• [ASSIGNED TASK]: Below are entries; work out how many of their lines include the string "fabs", and reply with the number only.

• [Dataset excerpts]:
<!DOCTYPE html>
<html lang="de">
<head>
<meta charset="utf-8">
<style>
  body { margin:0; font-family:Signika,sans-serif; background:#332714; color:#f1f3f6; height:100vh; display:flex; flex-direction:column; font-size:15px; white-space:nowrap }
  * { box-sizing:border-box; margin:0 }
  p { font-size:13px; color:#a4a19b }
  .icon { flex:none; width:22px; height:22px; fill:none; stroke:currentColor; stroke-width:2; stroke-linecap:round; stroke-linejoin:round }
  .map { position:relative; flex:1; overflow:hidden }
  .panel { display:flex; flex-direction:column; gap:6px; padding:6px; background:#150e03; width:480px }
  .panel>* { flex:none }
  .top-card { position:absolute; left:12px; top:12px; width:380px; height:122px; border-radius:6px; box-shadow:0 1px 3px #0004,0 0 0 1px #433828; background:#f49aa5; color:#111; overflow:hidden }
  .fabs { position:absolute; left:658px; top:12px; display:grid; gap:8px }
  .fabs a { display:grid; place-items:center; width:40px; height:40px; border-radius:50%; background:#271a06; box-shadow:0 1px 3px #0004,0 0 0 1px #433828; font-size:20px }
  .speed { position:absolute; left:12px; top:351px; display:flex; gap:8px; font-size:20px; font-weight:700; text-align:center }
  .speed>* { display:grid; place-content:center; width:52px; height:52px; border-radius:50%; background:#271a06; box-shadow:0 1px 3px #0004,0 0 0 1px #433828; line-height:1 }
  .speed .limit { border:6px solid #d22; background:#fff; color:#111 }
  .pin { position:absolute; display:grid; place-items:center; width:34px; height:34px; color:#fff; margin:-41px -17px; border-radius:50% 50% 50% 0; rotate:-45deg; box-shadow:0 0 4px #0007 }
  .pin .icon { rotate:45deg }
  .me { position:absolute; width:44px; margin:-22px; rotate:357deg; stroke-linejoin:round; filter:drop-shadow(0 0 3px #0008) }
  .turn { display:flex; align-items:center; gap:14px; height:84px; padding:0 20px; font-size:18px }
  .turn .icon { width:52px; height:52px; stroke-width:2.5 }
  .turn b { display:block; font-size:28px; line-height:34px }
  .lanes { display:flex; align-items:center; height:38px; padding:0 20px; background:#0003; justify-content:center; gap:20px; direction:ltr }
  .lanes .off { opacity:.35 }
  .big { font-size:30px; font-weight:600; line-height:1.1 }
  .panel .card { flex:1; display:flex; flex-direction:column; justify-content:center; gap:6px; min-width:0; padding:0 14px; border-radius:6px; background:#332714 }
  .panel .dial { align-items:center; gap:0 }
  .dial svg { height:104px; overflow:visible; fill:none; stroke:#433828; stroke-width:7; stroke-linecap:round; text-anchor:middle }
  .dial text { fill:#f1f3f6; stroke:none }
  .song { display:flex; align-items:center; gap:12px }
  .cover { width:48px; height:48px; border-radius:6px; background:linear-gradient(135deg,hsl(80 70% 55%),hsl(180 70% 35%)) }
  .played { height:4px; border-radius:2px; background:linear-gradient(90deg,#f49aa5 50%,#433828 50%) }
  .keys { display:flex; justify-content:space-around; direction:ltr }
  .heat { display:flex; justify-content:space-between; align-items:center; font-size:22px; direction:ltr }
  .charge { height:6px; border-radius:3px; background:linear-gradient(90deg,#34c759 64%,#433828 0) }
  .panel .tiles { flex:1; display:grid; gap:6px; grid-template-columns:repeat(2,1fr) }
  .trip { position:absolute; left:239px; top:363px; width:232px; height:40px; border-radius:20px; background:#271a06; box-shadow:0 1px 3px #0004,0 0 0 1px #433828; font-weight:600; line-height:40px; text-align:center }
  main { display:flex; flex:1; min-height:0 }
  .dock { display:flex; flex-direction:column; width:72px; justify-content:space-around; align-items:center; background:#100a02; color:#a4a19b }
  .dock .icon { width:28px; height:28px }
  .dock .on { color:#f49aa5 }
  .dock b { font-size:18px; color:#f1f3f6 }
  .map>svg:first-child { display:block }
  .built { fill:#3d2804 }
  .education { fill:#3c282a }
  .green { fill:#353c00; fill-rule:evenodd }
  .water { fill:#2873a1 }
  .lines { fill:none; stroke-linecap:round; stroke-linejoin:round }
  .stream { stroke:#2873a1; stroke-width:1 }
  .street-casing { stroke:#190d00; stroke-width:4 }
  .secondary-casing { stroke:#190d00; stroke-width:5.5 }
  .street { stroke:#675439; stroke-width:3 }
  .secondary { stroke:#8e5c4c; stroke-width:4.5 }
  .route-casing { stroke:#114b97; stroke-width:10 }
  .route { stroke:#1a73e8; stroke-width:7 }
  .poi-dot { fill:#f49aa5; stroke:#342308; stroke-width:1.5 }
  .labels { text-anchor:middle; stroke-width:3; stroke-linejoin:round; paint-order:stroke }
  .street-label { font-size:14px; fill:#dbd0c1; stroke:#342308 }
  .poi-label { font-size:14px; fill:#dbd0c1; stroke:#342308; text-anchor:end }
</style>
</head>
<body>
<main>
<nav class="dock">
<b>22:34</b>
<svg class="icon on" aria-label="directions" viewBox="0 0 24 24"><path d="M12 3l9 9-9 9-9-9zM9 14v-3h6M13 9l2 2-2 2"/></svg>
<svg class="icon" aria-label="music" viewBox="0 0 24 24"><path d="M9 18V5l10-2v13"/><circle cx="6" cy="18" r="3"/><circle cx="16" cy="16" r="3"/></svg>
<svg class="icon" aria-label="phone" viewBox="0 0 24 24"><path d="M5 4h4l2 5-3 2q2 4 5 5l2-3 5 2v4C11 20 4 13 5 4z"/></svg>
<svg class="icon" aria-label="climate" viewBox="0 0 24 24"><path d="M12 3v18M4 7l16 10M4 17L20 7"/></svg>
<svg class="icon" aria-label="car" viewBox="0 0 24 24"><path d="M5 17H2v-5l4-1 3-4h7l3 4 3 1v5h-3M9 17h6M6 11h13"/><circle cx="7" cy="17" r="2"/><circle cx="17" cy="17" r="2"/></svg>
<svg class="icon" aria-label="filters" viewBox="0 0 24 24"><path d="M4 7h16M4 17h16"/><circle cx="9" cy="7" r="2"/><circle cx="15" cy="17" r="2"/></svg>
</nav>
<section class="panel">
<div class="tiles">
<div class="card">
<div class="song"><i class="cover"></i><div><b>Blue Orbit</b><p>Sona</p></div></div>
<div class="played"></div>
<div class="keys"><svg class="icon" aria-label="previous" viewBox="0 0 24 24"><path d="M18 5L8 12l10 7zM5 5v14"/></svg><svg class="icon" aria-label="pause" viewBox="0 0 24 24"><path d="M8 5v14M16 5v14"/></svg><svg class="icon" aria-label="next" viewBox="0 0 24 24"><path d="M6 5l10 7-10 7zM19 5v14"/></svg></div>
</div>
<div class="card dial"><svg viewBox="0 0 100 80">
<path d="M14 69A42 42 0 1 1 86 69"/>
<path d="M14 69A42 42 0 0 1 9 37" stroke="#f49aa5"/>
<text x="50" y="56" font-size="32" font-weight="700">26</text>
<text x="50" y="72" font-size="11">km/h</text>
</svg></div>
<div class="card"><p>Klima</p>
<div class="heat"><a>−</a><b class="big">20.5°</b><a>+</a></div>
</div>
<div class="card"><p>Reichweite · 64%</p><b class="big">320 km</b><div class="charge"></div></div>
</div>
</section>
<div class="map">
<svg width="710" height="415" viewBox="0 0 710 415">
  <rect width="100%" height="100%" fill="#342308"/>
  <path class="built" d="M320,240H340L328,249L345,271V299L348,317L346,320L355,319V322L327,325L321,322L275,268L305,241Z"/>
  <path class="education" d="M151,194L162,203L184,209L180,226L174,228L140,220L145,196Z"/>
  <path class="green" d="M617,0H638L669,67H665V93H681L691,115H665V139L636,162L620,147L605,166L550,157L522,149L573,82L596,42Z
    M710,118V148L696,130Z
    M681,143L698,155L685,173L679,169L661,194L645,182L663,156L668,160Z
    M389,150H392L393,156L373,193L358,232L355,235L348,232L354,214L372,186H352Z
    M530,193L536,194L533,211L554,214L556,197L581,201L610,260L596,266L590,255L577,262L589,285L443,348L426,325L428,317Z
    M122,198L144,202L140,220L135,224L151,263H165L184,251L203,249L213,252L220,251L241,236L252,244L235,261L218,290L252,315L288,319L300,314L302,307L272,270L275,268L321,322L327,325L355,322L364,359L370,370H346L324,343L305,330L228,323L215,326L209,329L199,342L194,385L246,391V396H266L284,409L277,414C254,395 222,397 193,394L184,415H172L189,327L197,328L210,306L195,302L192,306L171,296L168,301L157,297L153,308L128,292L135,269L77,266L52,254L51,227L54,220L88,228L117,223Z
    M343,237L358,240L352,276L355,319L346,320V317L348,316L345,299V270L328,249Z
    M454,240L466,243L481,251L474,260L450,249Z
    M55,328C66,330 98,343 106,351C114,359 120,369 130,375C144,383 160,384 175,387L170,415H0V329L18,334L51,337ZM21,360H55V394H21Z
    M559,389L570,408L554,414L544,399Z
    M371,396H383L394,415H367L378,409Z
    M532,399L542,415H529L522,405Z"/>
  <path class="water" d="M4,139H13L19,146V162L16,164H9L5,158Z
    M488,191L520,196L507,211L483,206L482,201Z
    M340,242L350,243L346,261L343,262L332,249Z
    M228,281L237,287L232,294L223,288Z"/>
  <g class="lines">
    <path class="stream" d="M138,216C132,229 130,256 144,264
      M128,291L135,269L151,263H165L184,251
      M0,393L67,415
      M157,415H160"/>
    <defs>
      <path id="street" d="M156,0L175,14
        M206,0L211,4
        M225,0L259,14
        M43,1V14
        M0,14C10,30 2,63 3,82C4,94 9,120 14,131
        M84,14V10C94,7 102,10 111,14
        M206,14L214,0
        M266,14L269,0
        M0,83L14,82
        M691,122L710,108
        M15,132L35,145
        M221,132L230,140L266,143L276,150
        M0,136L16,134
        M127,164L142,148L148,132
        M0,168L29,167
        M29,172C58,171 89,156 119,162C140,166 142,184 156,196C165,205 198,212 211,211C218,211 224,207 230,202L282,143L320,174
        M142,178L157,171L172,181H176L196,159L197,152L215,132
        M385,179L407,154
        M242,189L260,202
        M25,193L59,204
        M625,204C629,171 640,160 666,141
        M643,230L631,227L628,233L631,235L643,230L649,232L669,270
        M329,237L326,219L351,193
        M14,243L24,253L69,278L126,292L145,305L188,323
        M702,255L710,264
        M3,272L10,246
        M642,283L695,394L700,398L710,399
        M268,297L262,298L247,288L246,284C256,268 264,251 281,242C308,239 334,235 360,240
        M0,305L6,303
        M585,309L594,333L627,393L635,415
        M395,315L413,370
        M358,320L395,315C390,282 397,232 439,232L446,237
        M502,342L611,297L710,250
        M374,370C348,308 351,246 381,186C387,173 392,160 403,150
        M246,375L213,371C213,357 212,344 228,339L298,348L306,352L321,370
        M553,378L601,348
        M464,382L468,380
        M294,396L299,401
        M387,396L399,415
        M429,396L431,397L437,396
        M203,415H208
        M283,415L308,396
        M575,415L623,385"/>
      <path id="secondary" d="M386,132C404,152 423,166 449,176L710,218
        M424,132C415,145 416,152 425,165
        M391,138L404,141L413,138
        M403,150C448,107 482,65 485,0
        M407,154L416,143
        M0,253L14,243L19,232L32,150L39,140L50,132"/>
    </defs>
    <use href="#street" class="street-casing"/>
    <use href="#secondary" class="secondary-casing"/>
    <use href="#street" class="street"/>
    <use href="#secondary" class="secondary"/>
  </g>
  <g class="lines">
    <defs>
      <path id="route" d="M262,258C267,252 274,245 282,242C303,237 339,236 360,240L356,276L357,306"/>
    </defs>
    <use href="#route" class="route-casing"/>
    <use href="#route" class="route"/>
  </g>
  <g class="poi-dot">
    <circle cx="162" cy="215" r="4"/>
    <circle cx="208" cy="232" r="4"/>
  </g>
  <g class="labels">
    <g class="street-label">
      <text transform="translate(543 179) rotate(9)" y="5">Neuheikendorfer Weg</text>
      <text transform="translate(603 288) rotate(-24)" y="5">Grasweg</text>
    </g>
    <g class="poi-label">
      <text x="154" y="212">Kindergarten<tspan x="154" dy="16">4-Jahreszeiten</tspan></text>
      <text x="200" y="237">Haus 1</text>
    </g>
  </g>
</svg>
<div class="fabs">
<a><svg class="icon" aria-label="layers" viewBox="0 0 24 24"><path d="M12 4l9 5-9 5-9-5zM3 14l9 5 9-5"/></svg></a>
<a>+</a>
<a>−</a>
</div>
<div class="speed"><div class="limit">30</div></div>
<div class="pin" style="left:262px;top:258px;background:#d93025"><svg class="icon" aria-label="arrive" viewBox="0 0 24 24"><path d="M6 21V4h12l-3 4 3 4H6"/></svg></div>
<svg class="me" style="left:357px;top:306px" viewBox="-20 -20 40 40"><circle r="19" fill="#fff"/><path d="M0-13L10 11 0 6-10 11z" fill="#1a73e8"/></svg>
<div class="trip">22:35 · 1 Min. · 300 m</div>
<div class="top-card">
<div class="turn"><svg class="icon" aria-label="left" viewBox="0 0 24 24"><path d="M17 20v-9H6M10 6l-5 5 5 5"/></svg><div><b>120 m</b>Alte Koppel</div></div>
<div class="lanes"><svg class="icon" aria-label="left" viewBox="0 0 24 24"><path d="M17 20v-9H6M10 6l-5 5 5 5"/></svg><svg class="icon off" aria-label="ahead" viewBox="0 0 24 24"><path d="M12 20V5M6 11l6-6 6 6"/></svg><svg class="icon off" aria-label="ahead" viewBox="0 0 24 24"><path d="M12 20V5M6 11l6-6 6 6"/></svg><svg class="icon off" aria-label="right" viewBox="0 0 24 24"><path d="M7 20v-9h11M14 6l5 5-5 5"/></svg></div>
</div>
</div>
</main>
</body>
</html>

==

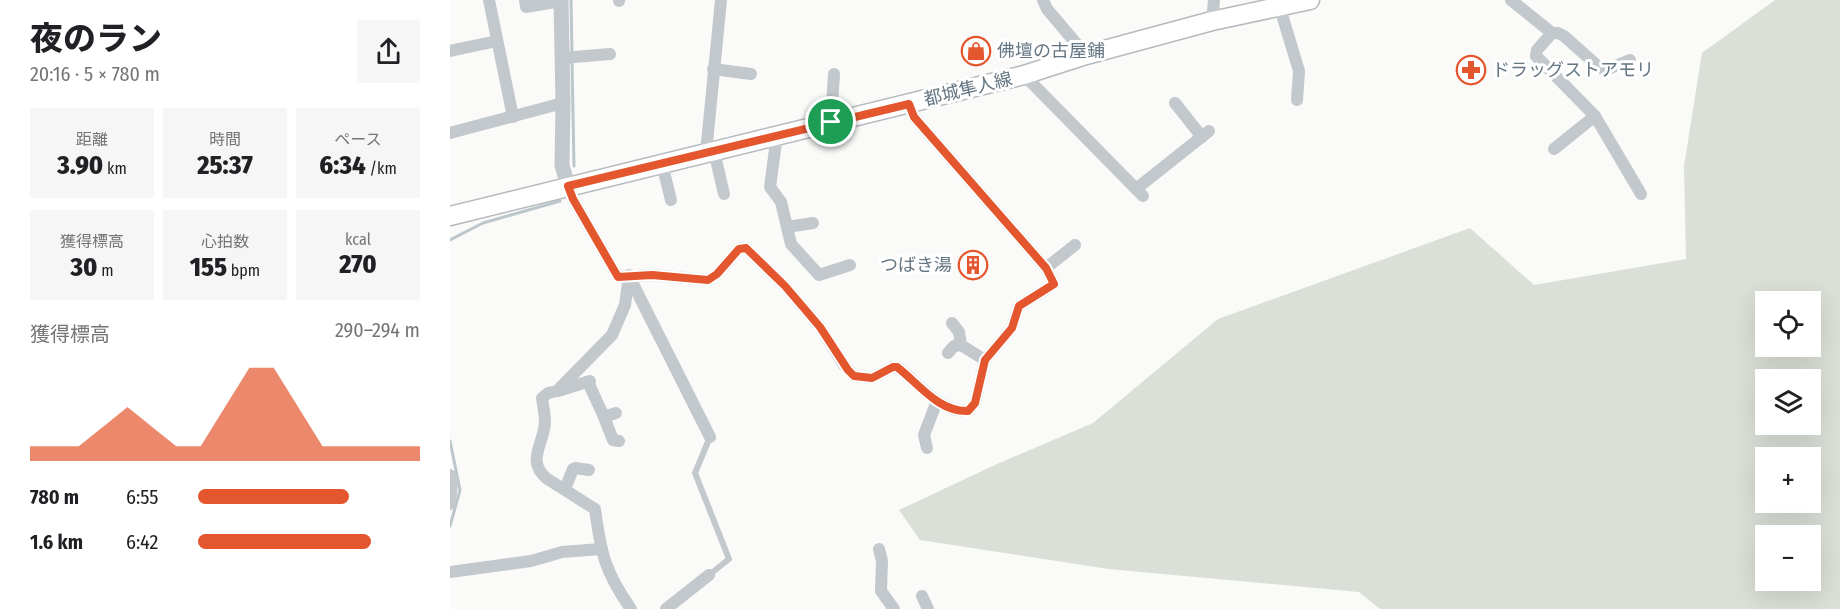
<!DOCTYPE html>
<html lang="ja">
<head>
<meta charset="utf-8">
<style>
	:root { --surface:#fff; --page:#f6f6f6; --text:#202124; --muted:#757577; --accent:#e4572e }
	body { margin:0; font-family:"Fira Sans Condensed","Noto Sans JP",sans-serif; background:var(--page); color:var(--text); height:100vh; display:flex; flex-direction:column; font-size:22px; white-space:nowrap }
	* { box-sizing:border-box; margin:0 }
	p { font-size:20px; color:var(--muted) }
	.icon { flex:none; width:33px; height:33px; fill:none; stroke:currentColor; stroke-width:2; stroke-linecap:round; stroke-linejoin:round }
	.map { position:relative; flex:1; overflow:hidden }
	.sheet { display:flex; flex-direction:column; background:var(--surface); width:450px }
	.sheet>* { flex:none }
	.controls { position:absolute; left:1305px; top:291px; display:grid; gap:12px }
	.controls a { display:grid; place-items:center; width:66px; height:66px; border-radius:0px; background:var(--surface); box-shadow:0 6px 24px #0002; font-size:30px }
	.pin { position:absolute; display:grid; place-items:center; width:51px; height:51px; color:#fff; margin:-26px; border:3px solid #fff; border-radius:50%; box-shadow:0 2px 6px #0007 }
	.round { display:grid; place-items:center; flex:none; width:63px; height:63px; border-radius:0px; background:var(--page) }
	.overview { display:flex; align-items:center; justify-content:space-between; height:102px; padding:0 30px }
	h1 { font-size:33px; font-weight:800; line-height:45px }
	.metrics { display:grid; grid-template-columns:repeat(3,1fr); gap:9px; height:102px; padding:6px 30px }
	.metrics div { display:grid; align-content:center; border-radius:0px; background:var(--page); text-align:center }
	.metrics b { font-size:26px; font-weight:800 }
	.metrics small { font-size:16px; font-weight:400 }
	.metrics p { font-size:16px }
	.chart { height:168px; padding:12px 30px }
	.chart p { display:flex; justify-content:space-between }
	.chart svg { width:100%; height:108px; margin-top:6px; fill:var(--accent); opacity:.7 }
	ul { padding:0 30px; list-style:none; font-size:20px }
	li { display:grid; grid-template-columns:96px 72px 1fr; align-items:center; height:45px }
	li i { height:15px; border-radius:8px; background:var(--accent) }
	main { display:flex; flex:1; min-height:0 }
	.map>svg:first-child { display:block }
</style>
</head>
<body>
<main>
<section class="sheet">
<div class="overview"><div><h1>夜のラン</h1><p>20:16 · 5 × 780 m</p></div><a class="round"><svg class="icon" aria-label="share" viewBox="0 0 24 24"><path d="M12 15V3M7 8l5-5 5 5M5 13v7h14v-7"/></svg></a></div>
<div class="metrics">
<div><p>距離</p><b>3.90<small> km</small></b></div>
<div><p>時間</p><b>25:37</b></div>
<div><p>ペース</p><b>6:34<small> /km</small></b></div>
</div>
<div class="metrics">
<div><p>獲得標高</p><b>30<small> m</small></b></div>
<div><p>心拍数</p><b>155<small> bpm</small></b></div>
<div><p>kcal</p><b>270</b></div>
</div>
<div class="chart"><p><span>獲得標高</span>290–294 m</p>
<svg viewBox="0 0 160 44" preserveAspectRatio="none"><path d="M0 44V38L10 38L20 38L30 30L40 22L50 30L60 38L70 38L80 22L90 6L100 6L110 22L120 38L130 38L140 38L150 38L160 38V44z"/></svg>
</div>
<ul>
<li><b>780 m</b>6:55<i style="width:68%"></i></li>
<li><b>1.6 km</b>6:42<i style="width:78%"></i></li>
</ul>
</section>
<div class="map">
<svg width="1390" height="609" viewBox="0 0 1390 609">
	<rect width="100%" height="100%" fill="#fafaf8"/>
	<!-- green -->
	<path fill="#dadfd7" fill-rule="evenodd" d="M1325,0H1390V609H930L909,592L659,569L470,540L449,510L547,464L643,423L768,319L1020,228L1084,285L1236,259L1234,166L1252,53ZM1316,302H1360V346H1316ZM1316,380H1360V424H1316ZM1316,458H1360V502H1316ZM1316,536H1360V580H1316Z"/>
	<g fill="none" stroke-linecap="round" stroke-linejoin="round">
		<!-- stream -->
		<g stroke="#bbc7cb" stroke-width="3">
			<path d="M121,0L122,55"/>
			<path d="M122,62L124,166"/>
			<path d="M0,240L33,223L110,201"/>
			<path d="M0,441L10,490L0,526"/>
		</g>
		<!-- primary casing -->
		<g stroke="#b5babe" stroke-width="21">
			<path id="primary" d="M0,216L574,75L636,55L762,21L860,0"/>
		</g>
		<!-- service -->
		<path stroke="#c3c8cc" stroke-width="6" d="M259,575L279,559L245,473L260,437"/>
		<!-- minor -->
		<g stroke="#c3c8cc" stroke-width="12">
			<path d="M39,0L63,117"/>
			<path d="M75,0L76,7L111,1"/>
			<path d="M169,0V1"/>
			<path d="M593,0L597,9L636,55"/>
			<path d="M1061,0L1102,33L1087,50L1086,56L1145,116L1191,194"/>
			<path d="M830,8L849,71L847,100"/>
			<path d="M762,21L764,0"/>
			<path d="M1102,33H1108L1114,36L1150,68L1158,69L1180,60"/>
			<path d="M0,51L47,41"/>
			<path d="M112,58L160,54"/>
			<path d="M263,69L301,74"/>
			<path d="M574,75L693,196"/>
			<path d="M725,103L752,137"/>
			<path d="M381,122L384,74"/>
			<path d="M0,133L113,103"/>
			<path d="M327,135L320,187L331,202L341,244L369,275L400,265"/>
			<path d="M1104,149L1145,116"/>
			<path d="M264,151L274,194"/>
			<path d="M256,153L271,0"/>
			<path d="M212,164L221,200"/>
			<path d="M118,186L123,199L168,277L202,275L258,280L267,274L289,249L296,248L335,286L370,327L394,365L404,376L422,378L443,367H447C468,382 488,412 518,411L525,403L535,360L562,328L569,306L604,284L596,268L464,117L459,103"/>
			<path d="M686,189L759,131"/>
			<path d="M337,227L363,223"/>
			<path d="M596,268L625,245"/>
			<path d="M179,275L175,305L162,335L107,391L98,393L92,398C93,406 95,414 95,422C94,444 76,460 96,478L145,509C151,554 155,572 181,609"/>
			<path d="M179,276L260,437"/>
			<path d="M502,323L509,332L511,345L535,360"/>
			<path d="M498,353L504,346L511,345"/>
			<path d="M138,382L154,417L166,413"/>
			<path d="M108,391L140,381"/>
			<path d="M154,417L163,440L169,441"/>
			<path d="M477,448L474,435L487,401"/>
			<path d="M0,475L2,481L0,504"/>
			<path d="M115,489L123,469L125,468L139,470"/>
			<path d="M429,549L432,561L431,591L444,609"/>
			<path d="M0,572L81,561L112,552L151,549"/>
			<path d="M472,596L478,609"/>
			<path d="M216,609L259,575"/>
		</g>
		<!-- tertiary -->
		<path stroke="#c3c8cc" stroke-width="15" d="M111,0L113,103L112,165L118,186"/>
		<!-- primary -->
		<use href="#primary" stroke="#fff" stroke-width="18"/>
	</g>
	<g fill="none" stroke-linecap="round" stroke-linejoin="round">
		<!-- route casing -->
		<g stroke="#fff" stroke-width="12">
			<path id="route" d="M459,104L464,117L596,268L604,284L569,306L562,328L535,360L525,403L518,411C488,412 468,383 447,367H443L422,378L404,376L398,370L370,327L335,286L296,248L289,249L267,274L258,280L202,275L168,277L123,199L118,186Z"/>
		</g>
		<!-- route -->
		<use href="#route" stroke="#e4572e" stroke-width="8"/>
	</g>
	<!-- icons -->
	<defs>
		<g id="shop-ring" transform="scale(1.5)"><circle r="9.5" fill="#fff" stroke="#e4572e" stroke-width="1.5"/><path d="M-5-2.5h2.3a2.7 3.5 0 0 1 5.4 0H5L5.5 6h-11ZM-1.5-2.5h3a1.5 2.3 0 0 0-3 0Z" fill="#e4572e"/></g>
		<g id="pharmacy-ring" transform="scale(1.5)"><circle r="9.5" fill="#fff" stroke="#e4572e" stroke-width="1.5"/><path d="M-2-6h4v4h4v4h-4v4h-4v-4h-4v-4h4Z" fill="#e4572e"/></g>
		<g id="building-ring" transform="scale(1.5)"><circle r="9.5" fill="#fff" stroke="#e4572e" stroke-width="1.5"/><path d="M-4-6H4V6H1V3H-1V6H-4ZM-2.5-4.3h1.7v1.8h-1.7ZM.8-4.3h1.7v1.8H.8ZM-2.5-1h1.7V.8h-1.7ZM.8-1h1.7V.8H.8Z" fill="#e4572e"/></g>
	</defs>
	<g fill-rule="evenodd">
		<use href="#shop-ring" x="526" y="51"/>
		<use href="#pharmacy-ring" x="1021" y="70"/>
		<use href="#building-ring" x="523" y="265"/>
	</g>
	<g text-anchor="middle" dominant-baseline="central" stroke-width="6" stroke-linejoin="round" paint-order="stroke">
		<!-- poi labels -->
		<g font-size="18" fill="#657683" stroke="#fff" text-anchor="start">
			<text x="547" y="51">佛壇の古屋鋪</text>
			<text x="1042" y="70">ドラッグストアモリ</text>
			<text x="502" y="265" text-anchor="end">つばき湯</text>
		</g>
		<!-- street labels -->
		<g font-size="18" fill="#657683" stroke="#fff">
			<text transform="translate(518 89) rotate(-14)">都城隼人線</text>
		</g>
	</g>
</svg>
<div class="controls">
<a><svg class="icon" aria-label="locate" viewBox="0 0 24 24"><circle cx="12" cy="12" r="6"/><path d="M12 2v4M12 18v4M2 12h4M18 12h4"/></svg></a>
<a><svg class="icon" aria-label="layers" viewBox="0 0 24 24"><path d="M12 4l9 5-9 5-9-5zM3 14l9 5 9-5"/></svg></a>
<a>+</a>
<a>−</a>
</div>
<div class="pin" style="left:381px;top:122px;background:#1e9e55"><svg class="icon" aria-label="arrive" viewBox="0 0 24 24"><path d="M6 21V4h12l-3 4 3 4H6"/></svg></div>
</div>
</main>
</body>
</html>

• [ANSWER BOX]: 3